Gulf of Mexico Towers
The Gulf of Mexico Towers are huge US Air Force radio relay towers scattered along Florida’s western shoreline from the Panhandle to the Keys. Lying anywhere from 10 to 20 miles offshore – well beyond the 9-mile state line marine limit – the 14 now-unused towers sit in depths of 35 to 110 feet of water.
Each tower is supported by 5 enormous round steel legs that angle at 45 degrees from just below the water line down to massive concrete pads on the seabed. The towers sit on a broad, empty seafloor plain that is nearly devoid of fish-holding structure. That’s why the underwater portions of the towers are fish magnets that draw huge numbers of fish, including large schools of big pelagic game fish and hundreds of giant Goliath Groupers.

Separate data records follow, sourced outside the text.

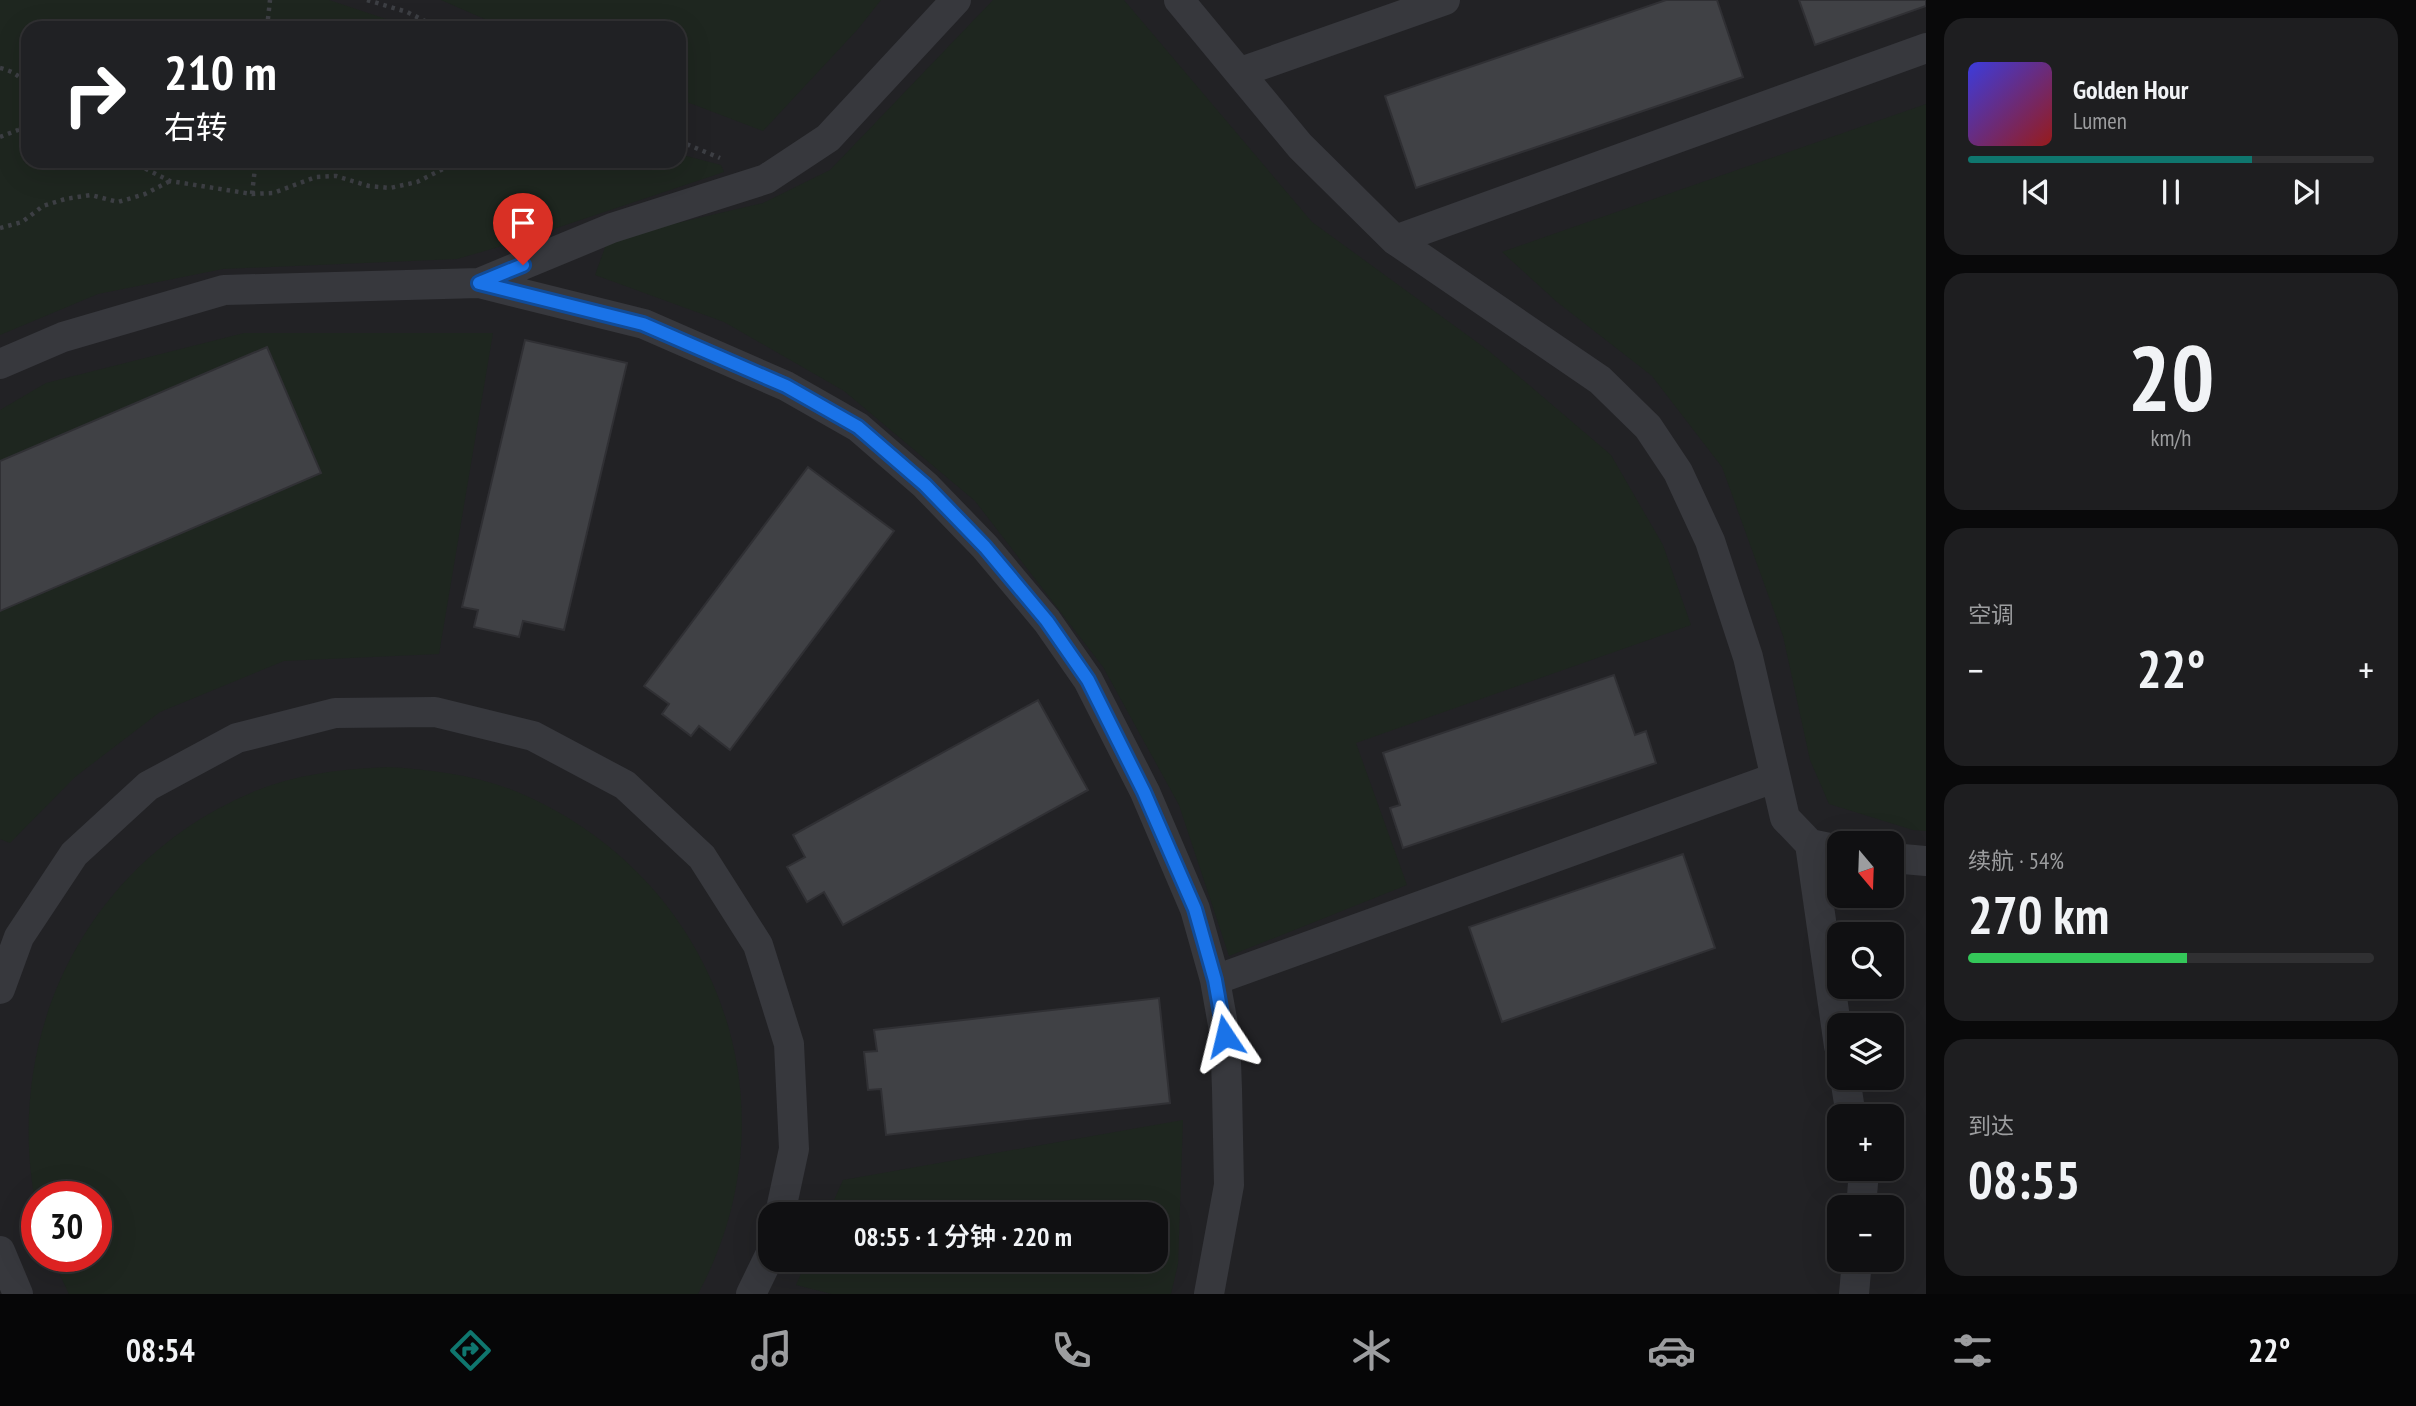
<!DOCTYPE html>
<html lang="zh">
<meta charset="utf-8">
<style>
body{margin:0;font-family:"PT Sans Narrow","Noto Sans SC",sans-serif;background:#1e1e20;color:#f1f3f6;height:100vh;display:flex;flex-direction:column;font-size:26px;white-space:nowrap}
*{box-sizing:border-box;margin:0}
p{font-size:23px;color:#9c9d9f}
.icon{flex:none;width:38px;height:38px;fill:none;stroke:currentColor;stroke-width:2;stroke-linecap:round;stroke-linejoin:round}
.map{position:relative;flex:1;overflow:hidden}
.drawer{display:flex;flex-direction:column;gap:18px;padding:18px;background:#09090a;width:490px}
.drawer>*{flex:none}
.guide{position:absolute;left:21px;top:21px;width:665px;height:147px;border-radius:21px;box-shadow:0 7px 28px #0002,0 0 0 2px #303032;background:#202124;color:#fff;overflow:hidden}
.needle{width:46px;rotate:161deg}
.buttons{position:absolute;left:1827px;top:831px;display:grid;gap:14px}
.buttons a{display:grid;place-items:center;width:77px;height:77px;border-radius:14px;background:#101012;box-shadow:0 7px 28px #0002,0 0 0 2px #303032;font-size:35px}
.speed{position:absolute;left:21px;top:1181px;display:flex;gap:14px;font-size:35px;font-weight:700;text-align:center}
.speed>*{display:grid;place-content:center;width:91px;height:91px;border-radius:50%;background:#101012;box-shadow:0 7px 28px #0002,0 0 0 2px #303032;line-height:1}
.speed .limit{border:10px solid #d22;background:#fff;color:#111}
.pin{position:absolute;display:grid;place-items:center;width:60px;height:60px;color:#fff;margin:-72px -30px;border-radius:50% 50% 50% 0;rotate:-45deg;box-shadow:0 0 7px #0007}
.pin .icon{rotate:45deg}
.me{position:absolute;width:77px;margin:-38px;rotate:350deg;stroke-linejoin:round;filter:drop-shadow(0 0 5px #0008)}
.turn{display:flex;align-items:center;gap:24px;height:147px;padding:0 28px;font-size:32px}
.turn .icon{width:91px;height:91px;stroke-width:2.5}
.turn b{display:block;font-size:49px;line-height:60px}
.big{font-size:52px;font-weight:600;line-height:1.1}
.drawer .tile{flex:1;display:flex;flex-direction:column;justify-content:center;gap:10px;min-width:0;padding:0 24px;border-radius:21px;background:#1e1e20}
.drawer .dial{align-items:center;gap:0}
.dial b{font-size:91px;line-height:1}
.song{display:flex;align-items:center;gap:21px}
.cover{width:84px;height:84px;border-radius:10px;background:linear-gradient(135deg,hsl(240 70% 55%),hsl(0 70% 35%))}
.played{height:7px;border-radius:4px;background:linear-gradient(90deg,#0f766e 70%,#303032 70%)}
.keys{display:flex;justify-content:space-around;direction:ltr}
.heat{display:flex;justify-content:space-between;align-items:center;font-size:38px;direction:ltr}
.charge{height:10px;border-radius:5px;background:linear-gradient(90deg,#34c759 54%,#303032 0)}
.trip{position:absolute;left:758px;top:1202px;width:410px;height:70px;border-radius:21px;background:#101012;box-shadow:0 7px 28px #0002,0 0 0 2px #303032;font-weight:600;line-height:70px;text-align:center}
.dock{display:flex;height:112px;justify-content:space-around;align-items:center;background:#060607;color:#9c9d9f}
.dock .icon{width:49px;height:49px}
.dock .active{color:#0f766e}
.dock b{font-size:32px;color:#f1f3f6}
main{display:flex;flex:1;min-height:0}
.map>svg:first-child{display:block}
.built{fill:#222225;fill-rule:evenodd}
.green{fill:#1e261f}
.building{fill:#404145;stroke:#303034;stroke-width:2}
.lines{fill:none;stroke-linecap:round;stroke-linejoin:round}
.path{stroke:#3d3f44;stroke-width:4.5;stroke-dasharray:3.5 5;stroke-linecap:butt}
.minor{stroke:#37383d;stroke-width:30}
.route-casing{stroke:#114b97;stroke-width:18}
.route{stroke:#1a73e8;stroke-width:12}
</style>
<main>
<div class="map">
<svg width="1926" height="1294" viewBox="0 0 1926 1294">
<rect width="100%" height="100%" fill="#161618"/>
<path class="built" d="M0 0H1926V1294H0ZM28 28H679V161H28ZM1839 844H1892V896H1839ZM1839 934H1892V987H1839ZM1839 1026H1892V1078H1839ZM1839 1116H1892V1169H1839ZM37 1197H96V1256H37ZM1839 1208H1892V1260H1839ZM770 1214H1155V1260H770Z"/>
<path class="green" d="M0 0H329L413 28H28V161H679V154L721 165 724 172 509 244 457 259 223 269 98 294 0 335Z
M441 0H881L858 29 763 131 679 99V28H505Z
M993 0H1124L1312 222 1489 351 1611 455 1663 545 1691 625 1356 743 1407 885 1229 956 1179 805 1103 667 975 501 844 391 724 322 595 275 608 239 763 203 830 170Z
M1926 104V831L1913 830 1829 804 1810 760 1783 636 1722 467 1652 376 1557 302 1502 252Z
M244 333H493L439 654 284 661 160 712 75 777 10 843 0 839V410L46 383Z
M388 767C433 770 479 775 522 794 717 879 800 1105 698 1294H69L51 1257 96 1256V1197H37V1211C0 1035 88 861 253 792 296 774 342 769 388 767Z
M1183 1120 1178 1264 1171 1294H832L796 1285 807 1260H1155V1214H828L843 1180Z"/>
<path class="building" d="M1666 0H1717L1743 77 1416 188 1385 96Z
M1799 0H1926V6L1815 45Z
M525 340 627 363 564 630 523 621 519 637 474 627 478 610 462 607Z
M267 347 321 473 0 611V461Z
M808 467 894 531 730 750 699 726 691 736 662 714 669 704 644 686Z
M1614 675 1635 735 1646 731 1656 763 1403 848 1390 808 1400 805 1383 753Z
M1038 700 1088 790 843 925 824 892 807 902 787 867 805 857 793 835Z
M1683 854 1715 948 1502 1022 1469 927Z
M1159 998 1170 1103 886 1135 881 1089 868 1090 864 1052 877 1051 874 1030Z"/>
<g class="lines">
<path class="path" d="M367 0 407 12 439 28
M267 28 270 0
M0 68C13 71 23 77 28 90
M19 130 28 127
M0 137 18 130 28 116
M679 141 720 158
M130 161 170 181 252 194 273 193 316 177 336 176 369 186 390 188 417 182 459 161
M235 161C249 169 259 169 273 161
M252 194 255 168
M0 228 22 222 43 206 65 199 91 195 118 202 145 194 170 181"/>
<path class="minor" d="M1179 0 1300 146 1395 240 1600 380 1648 427 1678 472 1710 541 1748 657 1785 818 1810 844 1839 850
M1241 72 1445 0
M1395 240 1926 48
M479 283 612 228 766 179 828 138 956 0
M0 364 63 337 224 290 479 283 644 324 786 386 858 427 925 485 985 547 1047 621 1088 680 1145 792 1195 909 1215 980 1225 1036 1227 1089 1229 1185 1209 1294
M1810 844 1839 1046
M1892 858 1926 861
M1215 980 1774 778
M0 989 19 937 74 854 148 786 237 738 335 713 435 712 533 736 625 785 702 857 758 945 789 1044 794 1149 780 1214
M1845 1078 1851 1116
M1861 1169 1863 1183 1861 1208
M0 1251 18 1294
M751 1294 770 1255
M1854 1294 1857 1260"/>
</g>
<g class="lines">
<defs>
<path id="route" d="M523 265 479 283 643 324 786 386 858 427 925 485 985 547 1047 621 1088 680 1144 792 1195 909 1215 980 1225 1036"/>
</defs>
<use href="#route" class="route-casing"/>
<use href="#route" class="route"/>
</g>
</svg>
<div class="buttons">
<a><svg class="needle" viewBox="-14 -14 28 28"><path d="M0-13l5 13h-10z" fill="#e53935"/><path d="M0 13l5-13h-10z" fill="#9c9d9f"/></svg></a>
<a><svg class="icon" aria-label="search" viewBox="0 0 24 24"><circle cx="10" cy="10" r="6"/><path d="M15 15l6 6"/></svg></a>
<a><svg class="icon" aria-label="layers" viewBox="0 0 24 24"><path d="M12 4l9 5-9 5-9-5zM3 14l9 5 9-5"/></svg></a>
<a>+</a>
<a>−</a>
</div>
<div class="speed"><div class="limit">30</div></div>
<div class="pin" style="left:523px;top:265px;background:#d93025"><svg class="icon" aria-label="arrive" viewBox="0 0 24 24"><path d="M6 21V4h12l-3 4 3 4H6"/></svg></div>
<svg class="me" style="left:1225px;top:1036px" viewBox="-20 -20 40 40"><path d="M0-17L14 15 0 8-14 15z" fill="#1a73e8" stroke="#fff" stroke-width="4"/></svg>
<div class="trip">08:55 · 1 分钟 · 220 m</div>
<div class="guide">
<div class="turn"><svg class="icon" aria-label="right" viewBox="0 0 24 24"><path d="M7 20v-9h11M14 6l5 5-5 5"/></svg><div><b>210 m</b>右转</div></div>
</div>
</div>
<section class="drawer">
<div class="tile">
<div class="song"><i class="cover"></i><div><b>Golden Hour</b><p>Lumen</p></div></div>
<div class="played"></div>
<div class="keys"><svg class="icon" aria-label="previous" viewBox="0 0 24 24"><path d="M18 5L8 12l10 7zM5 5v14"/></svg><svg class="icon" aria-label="pause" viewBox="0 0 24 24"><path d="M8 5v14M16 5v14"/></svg><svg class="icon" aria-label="next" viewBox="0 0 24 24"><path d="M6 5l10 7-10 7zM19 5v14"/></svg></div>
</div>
<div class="tile dial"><b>20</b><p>km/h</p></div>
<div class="tile"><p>空调</p>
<div class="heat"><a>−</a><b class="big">22°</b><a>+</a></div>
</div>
<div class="tile"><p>续航 · 54%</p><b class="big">270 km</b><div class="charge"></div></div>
<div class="tile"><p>到达</p><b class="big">08:55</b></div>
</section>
</main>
<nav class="dock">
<b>08:54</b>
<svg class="icon active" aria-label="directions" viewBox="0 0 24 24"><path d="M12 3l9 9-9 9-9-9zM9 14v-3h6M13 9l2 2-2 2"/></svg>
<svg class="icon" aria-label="music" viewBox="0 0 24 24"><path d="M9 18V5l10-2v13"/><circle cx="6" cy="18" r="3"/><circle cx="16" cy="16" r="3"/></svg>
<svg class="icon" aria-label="phone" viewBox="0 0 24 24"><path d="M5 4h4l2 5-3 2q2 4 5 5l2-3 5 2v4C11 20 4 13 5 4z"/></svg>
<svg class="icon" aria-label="climate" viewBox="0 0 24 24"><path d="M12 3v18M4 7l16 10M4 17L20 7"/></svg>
<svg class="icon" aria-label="car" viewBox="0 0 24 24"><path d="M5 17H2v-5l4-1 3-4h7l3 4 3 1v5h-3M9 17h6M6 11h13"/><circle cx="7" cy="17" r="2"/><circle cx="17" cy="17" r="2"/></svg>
<svg class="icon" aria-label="filters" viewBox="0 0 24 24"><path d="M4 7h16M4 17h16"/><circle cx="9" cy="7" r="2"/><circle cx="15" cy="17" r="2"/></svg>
<b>22°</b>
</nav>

The towers are so distant and isolated that few sportfishing boats visit them. Moreover, to legally fish and keep any catch in the federal waters in which the towers stand, a Federal Gulf of Mexico Charter Boat Fishing Permit is required. Only a few Key West Charter Fishing operators have the experience and expertise it takes to get the Federal Permit and take advantage of the pristine fishing grounds that lie around the towers.
Dropping bait into the sheltered waters around the legs of the towers all but ensures fast action and a bountiful catch of bottom fish like Snapper, Spadefish, Grouper and more. Fish that like to hunt above and around deep-water structure – Permit, Jack Crevalle, Cobia, and Great Barracuda – are present in large schools. The big pelagics including Sailfish, Kingfish, and Wahoo move through in season, and several Shark species are common.
There are plenty of fish on any of the Towers in every season, and uncrowded waters mean light fishing pressure, plenty of fishing space, and endless numbers of hungry gamefish waiting below. Hooking up with a properly-licensed captain and taking the long run out to one of the Gulf Towers offers one of the Florida Keys’ best sportfishing experiences.